## WORK REQUIRED
In the records below, find each line with the word "service" and copy it.
┄┄┄┄┄┄
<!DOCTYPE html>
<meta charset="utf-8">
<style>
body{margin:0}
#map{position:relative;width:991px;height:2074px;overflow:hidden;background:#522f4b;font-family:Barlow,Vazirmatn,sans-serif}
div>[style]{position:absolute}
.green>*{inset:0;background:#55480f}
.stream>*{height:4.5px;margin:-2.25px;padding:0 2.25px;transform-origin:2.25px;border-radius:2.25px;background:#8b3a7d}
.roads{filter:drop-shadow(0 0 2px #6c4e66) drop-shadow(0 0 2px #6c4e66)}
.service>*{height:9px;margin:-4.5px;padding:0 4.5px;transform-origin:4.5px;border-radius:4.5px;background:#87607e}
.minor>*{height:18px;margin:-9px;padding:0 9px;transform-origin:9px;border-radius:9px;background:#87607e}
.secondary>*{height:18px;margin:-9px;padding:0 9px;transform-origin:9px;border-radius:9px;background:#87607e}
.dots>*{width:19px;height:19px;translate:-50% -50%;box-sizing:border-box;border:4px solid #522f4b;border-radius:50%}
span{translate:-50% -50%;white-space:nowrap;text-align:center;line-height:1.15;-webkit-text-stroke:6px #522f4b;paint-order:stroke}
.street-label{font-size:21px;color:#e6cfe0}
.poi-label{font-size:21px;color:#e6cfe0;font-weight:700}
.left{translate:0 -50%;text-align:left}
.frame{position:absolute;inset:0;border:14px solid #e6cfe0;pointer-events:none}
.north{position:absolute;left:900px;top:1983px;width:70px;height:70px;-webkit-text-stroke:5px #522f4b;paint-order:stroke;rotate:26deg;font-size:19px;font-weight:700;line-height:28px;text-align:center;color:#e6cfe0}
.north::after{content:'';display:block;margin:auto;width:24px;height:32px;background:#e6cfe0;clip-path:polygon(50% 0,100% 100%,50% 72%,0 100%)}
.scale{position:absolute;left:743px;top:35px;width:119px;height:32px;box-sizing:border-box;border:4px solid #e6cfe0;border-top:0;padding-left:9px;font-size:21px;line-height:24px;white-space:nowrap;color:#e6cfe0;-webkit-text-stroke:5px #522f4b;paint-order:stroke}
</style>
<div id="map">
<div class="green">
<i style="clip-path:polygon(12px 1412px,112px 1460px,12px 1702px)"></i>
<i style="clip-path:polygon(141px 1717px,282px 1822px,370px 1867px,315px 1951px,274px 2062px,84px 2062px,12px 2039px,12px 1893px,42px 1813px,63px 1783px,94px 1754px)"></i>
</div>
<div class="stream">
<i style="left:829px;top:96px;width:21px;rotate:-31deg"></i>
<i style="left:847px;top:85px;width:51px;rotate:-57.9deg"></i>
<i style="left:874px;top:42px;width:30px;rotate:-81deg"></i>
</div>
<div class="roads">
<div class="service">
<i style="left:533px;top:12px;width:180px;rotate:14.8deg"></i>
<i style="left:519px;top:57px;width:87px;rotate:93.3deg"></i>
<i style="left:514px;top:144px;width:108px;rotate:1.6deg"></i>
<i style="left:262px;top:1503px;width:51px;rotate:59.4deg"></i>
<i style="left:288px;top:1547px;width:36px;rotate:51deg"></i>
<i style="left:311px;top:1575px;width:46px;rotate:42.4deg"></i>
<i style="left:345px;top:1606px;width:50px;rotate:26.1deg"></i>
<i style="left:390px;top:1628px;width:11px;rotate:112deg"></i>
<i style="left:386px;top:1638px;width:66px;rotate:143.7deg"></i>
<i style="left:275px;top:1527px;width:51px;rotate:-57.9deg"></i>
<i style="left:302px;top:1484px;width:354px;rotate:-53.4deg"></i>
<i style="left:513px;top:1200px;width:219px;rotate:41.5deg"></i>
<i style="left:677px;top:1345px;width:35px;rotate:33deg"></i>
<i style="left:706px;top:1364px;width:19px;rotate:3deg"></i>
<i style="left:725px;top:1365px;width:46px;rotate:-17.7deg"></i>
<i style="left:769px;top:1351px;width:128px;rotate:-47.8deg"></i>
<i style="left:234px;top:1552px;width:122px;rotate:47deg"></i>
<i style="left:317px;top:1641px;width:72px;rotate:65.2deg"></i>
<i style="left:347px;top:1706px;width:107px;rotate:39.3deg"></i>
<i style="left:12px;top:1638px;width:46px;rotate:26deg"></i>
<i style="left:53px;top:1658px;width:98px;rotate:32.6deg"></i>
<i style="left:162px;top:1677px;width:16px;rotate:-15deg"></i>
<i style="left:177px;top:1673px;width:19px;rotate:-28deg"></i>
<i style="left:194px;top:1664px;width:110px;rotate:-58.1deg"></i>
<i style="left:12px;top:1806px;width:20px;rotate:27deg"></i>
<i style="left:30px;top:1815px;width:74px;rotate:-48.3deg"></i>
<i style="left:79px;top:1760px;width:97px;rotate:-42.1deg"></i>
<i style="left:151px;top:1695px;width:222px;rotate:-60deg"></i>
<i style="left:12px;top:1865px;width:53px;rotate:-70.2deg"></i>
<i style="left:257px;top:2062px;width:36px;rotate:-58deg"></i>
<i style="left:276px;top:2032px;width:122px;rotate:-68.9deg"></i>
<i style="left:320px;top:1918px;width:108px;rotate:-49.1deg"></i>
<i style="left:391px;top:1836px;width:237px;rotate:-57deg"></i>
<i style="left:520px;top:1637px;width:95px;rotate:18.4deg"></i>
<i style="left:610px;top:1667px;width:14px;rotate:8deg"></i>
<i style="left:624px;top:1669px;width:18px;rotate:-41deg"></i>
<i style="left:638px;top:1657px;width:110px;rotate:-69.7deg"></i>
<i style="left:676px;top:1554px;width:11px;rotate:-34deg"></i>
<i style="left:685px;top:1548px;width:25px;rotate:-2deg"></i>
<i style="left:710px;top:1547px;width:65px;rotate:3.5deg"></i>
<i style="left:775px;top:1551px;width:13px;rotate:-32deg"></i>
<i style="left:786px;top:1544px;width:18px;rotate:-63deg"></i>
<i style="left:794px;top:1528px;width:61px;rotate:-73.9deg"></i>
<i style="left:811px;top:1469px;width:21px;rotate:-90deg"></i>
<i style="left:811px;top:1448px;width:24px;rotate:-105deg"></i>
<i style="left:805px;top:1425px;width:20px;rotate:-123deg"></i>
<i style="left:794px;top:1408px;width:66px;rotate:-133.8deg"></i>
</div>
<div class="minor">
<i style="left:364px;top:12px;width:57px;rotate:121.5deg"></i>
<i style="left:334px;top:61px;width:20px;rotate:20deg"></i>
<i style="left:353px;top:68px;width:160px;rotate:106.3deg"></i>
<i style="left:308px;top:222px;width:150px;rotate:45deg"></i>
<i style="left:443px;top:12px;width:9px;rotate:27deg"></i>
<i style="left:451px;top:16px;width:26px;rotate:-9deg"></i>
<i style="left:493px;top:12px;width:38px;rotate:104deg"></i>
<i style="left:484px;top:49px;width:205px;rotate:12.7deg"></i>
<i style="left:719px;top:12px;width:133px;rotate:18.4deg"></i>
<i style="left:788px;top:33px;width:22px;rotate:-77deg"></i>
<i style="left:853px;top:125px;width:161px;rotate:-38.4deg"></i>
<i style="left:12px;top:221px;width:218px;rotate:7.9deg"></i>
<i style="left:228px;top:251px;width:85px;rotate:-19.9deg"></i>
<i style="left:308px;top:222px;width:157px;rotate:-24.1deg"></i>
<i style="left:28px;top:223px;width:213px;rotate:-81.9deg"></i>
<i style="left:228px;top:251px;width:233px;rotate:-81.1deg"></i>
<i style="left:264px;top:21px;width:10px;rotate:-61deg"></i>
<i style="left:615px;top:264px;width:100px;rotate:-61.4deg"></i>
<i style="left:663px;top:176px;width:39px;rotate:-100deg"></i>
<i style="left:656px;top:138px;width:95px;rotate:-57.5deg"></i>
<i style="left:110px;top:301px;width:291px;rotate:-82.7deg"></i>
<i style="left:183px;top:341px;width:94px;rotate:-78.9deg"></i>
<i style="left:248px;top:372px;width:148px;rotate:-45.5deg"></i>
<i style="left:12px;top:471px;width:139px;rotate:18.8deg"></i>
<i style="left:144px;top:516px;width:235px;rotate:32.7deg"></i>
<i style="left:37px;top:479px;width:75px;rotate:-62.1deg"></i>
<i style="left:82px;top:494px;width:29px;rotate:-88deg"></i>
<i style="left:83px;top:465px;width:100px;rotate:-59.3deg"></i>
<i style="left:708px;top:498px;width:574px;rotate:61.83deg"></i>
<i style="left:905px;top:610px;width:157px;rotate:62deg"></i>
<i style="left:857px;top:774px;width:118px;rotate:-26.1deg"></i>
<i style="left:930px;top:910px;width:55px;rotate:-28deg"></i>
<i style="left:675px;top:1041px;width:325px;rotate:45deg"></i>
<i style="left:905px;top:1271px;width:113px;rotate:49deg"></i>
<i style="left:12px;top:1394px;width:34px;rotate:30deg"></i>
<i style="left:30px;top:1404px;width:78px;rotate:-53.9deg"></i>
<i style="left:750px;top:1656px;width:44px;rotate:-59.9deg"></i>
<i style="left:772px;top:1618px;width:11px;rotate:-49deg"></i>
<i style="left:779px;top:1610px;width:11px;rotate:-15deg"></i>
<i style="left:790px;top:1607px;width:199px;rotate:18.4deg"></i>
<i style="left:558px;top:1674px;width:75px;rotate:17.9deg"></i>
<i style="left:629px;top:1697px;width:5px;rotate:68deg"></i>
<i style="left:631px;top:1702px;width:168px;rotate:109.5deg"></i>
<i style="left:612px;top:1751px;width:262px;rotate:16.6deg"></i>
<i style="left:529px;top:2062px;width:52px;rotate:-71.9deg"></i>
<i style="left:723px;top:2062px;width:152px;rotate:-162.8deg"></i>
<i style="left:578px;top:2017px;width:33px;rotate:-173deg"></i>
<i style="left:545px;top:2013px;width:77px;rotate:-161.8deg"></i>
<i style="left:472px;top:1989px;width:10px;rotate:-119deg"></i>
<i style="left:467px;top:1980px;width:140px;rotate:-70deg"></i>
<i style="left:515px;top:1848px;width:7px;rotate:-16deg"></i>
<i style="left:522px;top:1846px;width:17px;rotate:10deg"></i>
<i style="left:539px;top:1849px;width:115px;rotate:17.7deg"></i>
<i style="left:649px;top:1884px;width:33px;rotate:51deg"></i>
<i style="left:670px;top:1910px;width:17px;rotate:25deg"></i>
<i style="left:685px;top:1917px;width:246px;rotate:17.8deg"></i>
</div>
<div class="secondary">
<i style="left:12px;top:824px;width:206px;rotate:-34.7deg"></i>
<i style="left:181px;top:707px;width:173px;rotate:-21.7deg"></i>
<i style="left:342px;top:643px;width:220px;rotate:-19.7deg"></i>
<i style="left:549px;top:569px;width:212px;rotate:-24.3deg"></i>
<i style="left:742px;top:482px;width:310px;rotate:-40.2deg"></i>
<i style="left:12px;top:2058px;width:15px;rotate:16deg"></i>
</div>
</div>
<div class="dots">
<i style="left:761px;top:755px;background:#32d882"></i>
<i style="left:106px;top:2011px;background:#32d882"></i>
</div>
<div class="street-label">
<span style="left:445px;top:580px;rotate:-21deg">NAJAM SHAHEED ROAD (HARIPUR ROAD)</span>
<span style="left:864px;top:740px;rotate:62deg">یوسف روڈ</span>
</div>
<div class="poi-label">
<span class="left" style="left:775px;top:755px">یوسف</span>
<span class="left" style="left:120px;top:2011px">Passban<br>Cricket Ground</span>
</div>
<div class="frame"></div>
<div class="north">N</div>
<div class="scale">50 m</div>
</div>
┄┄┄┄┄┄
## TASK ANSWER
.service>*{height:9px;margin:-4.5px;padding:0 4.5px;transform-origin:4.5px;border-radius:4.5px;background:#87607e}
<div class="service">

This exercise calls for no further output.